[[ GIVEN RECORDS, beginning ]]

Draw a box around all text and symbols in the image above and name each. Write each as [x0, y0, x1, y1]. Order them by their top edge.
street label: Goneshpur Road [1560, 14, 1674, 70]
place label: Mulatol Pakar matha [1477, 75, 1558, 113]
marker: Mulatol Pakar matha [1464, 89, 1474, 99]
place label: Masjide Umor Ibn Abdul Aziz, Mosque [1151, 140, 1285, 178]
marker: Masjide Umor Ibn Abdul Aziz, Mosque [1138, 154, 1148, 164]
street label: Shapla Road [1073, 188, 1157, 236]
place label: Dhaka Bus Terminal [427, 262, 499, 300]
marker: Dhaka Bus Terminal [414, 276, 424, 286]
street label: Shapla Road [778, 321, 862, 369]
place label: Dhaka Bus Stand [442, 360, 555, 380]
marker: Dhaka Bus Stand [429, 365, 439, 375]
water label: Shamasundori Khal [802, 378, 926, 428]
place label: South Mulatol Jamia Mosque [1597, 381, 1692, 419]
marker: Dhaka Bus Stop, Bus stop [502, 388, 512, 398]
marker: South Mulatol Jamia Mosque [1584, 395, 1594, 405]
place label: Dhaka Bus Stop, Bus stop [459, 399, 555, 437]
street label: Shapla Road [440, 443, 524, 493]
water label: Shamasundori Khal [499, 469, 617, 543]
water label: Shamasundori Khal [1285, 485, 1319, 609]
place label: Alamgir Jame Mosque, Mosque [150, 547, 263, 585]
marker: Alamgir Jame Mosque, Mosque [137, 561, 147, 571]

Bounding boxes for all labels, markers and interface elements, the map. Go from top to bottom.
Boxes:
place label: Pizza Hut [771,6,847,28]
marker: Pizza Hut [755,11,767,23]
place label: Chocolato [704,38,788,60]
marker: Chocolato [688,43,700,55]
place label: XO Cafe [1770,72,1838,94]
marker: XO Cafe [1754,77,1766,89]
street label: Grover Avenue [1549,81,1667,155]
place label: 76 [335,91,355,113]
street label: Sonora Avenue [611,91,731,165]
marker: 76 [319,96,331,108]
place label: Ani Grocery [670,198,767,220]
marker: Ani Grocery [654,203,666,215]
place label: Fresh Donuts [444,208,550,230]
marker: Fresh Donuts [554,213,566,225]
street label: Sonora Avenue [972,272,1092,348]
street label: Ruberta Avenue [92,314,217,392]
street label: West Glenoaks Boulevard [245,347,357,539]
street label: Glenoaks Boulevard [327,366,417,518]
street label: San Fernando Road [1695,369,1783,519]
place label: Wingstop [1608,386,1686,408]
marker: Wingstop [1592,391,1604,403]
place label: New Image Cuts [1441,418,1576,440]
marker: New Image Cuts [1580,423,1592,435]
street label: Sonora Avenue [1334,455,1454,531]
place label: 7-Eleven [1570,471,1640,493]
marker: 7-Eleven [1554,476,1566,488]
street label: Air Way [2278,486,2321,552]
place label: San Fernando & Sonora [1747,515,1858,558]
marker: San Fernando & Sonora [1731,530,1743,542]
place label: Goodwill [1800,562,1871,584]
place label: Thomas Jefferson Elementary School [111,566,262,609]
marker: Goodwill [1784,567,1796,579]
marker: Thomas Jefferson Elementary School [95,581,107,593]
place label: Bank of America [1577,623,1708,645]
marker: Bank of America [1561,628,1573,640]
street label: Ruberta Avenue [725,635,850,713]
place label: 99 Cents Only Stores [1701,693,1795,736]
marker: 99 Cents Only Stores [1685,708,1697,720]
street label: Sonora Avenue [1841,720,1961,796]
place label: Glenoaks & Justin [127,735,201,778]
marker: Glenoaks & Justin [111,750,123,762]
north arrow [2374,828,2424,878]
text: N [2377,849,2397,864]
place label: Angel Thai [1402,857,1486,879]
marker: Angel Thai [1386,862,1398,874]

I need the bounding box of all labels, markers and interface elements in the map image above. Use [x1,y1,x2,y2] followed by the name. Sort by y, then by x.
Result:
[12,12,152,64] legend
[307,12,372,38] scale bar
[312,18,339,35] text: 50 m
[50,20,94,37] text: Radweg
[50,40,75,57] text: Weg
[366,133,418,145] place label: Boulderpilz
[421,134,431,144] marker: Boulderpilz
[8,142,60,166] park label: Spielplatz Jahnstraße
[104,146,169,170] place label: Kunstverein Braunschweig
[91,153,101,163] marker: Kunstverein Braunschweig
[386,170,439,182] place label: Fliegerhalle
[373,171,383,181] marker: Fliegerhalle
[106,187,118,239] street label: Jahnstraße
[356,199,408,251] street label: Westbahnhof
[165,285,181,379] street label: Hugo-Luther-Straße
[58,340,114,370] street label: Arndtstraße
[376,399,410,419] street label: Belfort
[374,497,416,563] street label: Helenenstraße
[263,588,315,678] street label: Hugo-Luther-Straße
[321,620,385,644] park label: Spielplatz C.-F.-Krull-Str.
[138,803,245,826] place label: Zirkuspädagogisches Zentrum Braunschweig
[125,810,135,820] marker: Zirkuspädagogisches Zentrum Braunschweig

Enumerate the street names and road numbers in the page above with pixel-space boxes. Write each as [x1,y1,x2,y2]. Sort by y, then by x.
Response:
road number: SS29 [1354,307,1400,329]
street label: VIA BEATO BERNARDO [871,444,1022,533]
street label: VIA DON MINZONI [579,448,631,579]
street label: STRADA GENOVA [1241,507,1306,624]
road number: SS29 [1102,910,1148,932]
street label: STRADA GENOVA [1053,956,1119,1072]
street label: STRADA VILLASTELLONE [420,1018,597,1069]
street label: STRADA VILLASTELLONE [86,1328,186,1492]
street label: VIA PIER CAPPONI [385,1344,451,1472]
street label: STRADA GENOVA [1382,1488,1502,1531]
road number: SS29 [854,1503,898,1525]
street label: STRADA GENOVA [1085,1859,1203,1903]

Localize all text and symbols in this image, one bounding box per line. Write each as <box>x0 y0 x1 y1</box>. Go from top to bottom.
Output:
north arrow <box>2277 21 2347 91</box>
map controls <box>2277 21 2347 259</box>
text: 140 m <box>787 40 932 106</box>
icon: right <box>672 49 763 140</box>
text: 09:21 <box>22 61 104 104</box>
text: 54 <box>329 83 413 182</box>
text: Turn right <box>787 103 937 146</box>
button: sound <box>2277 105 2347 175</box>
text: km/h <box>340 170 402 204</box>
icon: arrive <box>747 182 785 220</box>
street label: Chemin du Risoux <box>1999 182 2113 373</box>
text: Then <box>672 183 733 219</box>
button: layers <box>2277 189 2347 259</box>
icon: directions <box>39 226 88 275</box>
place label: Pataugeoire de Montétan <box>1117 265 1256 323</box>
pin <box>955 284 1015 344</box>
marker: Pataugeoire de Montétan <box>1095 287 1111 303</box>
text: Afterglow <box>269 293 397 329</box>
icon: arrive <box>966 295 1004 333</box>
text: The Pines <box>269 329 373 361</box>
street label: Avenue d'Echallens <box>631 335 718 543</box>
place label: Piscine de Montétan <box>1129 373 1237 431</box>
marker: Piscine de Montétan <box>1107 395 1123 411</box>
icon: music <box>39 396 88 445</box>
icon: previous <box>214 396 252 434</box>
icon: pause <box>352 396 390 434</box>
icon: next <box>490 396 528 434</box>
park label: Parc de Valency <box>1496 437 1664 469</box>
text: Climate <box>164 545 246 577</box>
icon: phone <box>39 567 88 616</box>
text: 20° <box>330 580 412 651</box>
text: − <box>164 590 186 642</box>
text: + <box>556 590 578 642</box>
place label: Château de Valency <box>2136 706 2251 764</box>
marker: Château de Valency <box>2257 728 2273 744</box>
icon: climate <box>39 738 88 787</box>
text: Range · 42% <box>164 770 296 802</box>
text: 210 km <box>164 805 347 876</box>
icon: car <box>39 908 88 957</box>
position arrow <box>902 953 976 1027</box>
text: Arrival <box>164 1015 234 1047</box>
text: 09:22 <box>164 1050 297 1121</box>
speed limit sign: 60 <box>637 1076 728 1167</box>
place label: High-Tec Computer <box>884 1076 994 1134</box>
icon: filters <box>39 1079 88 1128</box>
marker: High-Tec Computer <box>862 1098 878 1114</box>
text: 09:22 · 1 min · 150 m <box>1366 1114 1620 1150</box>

[[ GIVEN RECORDS, end ]]

> _YOUR OBJECTIVE_
Go through the material above, and wherever a line contains the string "Donuts", return it.

> _ANSWER_
place label: Fresh Donuts [444,208,550,230]
marker: Fresh Donuts [554,213,566,225]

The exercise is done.